REQUIREMENT | Your answer must be every line of the data that contains "image".

Start of SUPPLIED DATA

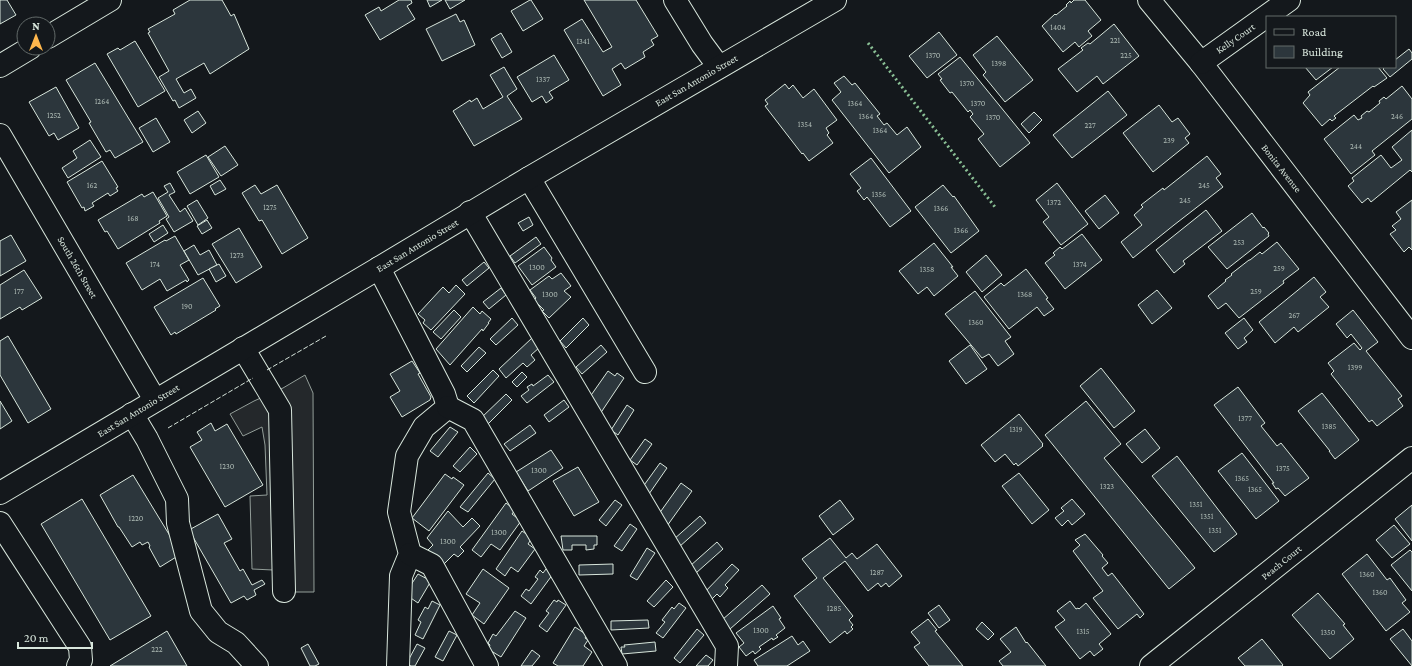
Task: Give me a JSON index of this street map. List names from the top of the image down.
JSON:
{
  "streets": {
    "street": [
      "Kelly Court",
      "East San Antonio Street",
      "Bonita Avenue",
      "South 26th Street",
      "Peach Court"
    ]
  },
  "crossings": [
    ["Kelly Court", "Bonita Avenue"],
    ["East San Antonio Street", "South 26th Street"]
  ],
  "house_numbers": [
    "1404",
    "221",
    "1341",
    "1370",
    "225",
    "1398",
    "1337",
    "1370",
    "1264",
    "1364",
    "1370",
    "1252",
    "1364",
    "246",
    "1370",
    "1354",
    "227",
    "1364",
    "239",
    "244",
    "162",
    "245",
    "1356",
    "245",
    "1372",
    "1275",
    "1366",
    "168",
    "1366",
    "253",
    "1273",
    "174",
    "1374",
    "1300",
    "259",
    "1358",
    "177",
    "259",
    "1300",
    "1368",
    "190",
    "267",
    "1360",
    "1399",
    "1377",
    "1385",
    "1319",
    "1230",
    "1375",
    "1300",
    "1365",
    "1323",
    "1365",
    "1351",
    "1351",
    "1220",
    "1351",
    "1300",
    "1300",
    "1287",
    "1360",
    "1360",
    "1285",
    "1300",
    "1315",
    "1350",
    "222"
  ],
  "legend": ["Road", "Building"],
  "scale_bar": "20 m",
  "north": "top"
}
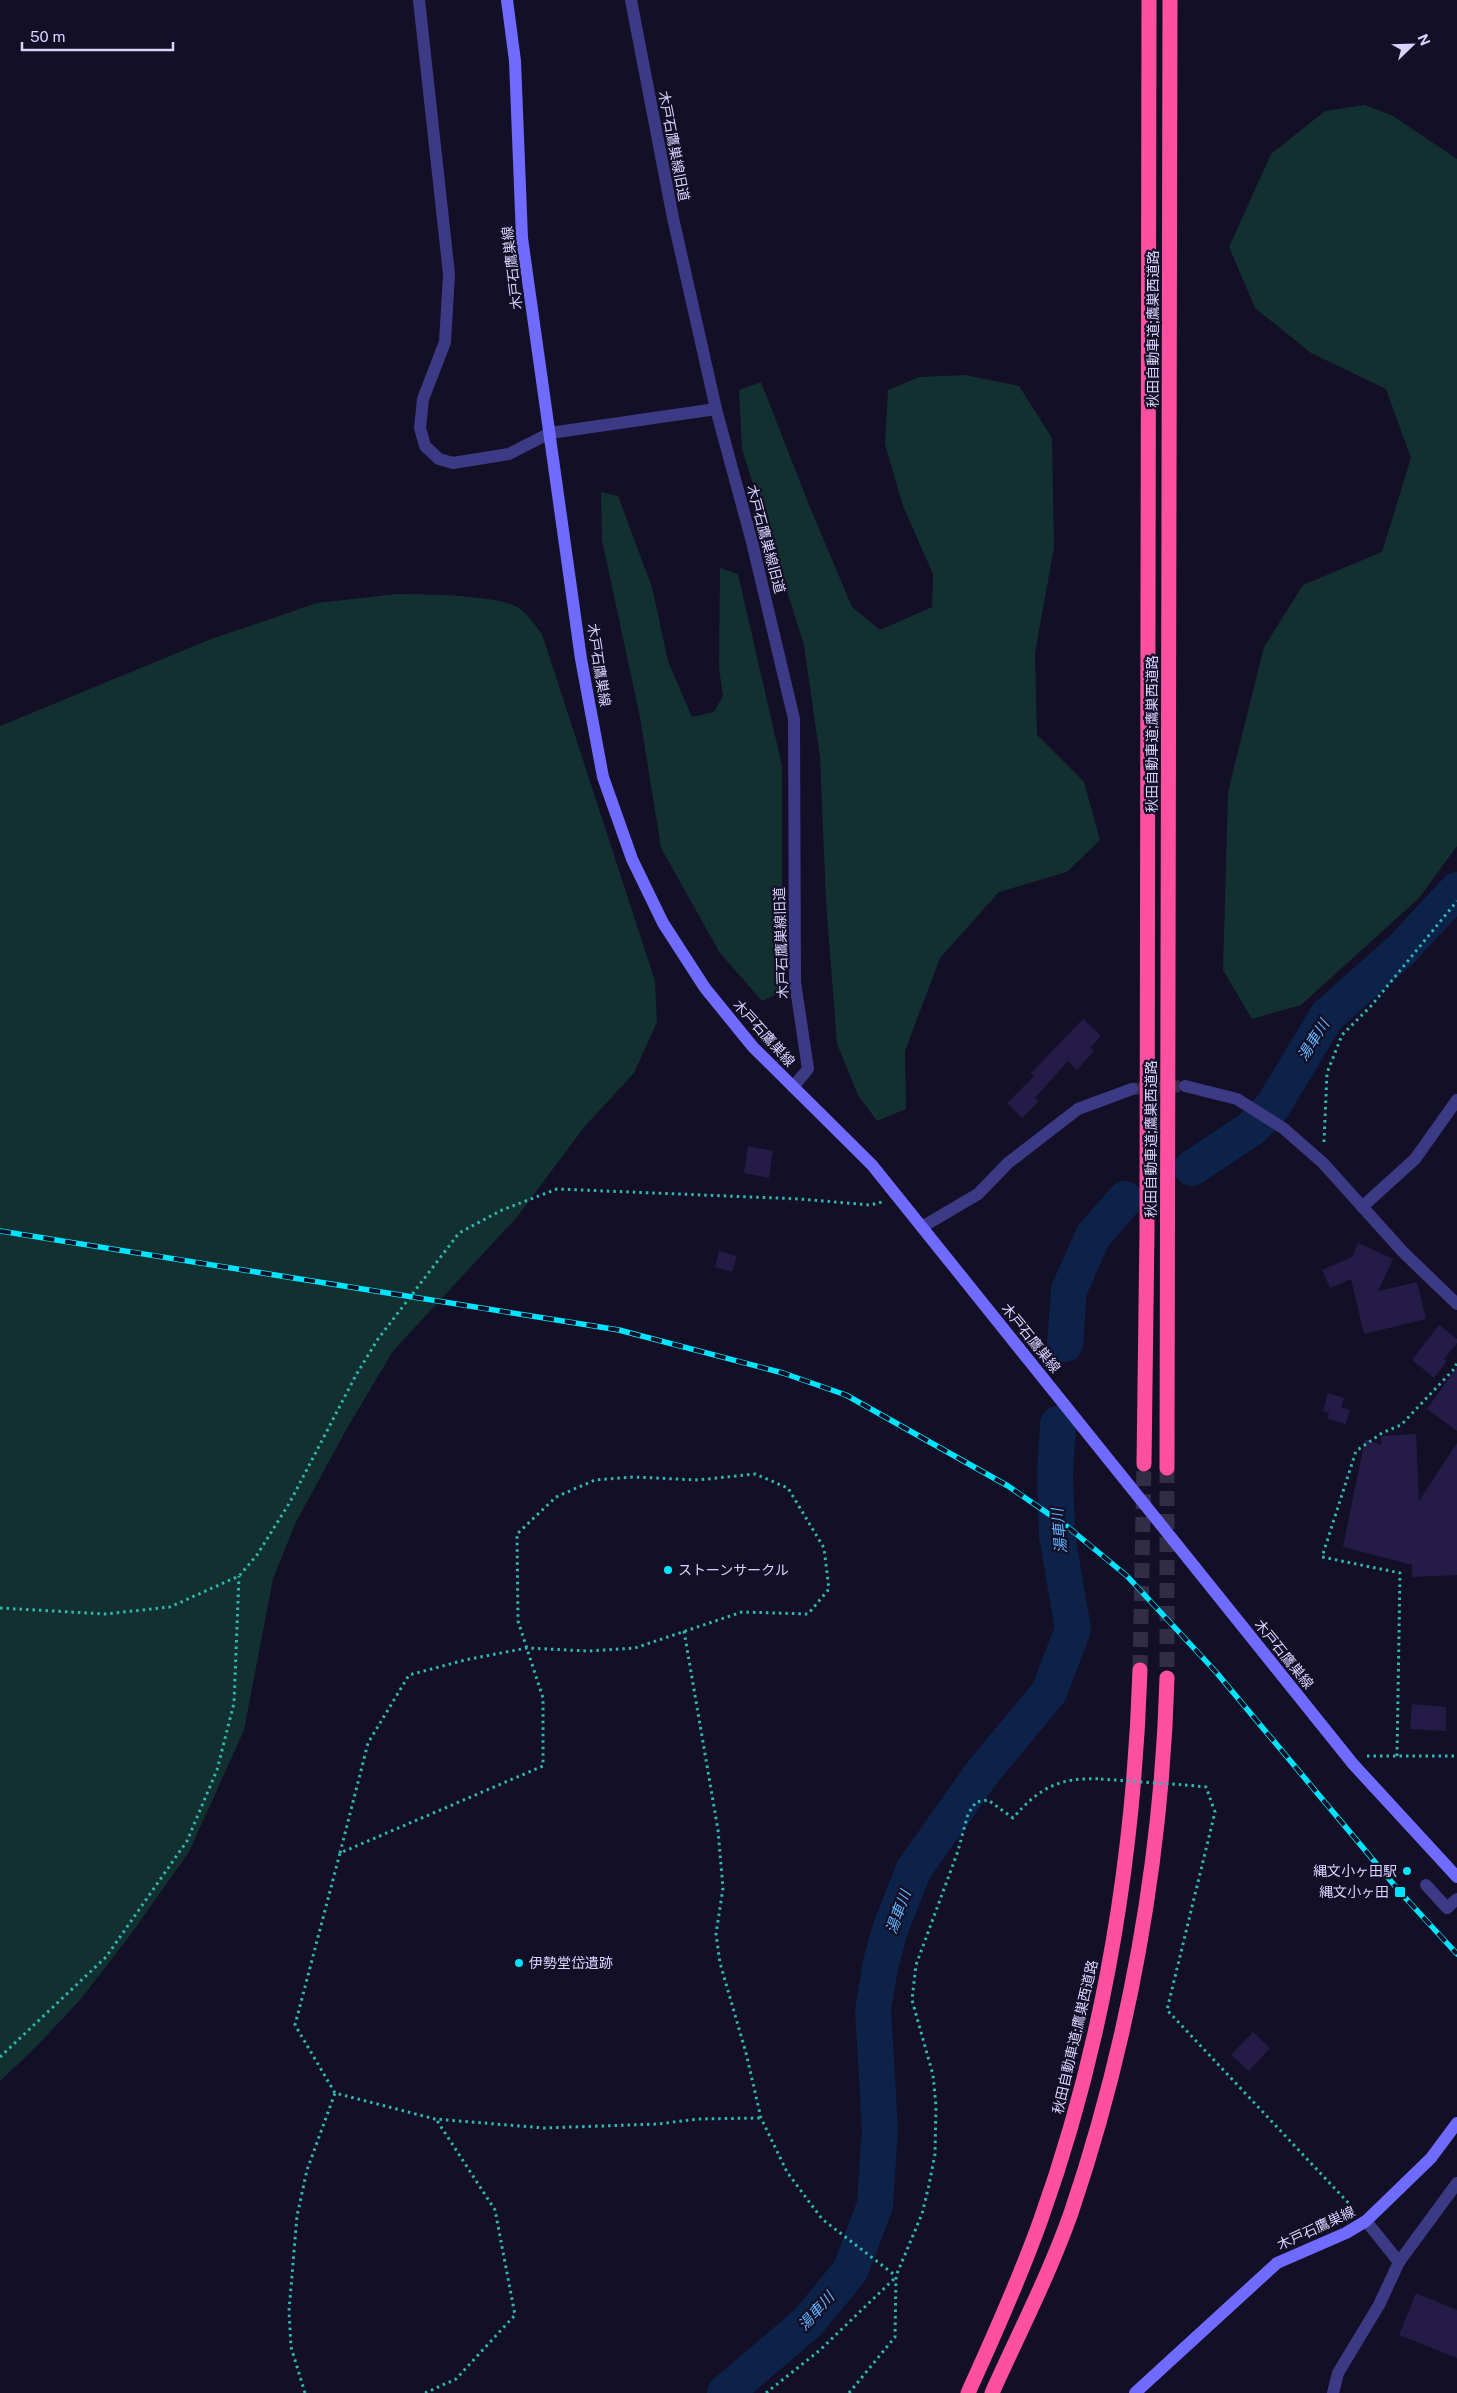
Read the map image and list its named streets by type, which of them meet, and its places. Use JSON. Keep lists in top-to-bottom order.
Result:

End of SUPPLIED DATA

SOLVED PROBLEM |
Task: Give me a JSON index of this street map. List names from the top of the image down.
Read the map image and list its named streets by type, which of them meet, and its places. Use JSON. Keep lists in top-to-bottom order.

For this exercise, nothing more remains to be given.